Information supplied Start Marker
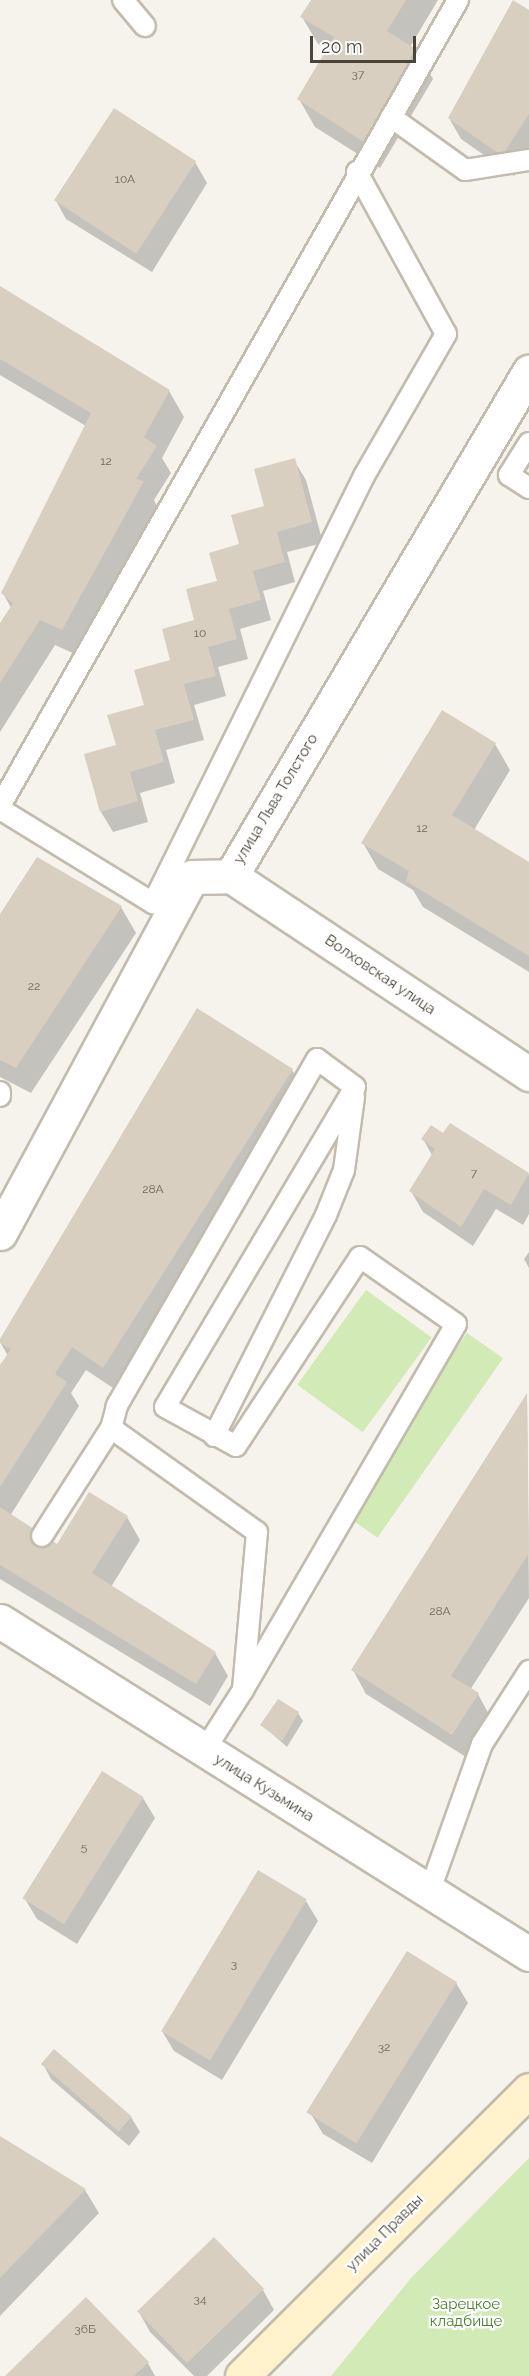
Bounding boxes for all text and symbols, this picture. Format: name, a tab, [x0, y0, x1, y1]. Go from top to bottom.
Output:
scale bar	[313, 24, 420, 62]
text: 20 m	[321, 36, 363, 57]
house number: 37	[352, 68, 364, 82]
house number: 10А	[115, 173, 135, 187]
house number: 12	[100, 455, 112, 469]
house number: 10	[194, 627, 206, 641]
street label: улица Льва Толстого	[230, 731, 322, 867]
house number: 12	[416, 822, 428, 836]
street label: Волховская улица	[321, 931, 439, 1019]
house number: 22	[28, 980, 40, 994]
house number: 7	[471, 1167, 477, 1181]
house number: 28А	[142, 1183, 164, 1197]
house number: 28А	[429, 1605, 451, 1619]
street label: улица Кузьмина	[211, 1750, 317, 1826]
house number: 5	[81, 1841, 87, 1855]
house number: 3	[231, 1958, 237, 1972]
house number: 32	[378, 2041, 390, 2055]
street label: улица Правды	[343, 2191, 427, 2275]
house number: 34	[194, 2293, 206, 2307]
park label: Зарецкое кладбище	[430, 2295, 502, 2330]
house number: 36Б	[74, 2323, 96, 2337]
Information supplied End Marker
Task goal: What is needed is every record above, returned exactly, with the pictures omitted.

Completed exercise:
Bounding boxes for all text and symbols, this picture. Format: name, a tab, [x0, y0, x1, y1]. Go from top to bottom.
Output:
scale bar	[313, 24, 420, 62]
text: 20 m	[321, 36, 363, 57]
house number: 37	[352, 68, 364, 82]
house number: 10А	[115, 173, 135, 187]
house number: 12	[100, 455, 112, 469]
house number: 10	[194, 627, 206, 641]
street label: улица Льва Толстого	[230, 731, 322, 867]
house number: 12	[416, 822, 428, 836]
street label: Волховская улица	[321, 931, 439, 1019]
house number: 22	[28, 980, 40, 994]
house number: 7	[471, 1167, 477, 1181]
house number: 28А	[142, 1183, 164, 1197]
house number: 28А	[429, 1605, 451, 1619]
street label: улица Кузьмина	[211, 1750, 317, 1826]
house number: 5	[81, 1841, 87, 1855]
house number: 3	[231, 1958, 237, 1972]
house number: 32	[378, 2041, 390, 2055]
street label: улица Правды	[343, 2191, 427, 2275]
house number: 34	[194, 2293, 206, 2307]
park label: Зарецкое кладбище	[430, 2295, 502, 2330]
house number: 36Б	[74, 2323, 96, 2337]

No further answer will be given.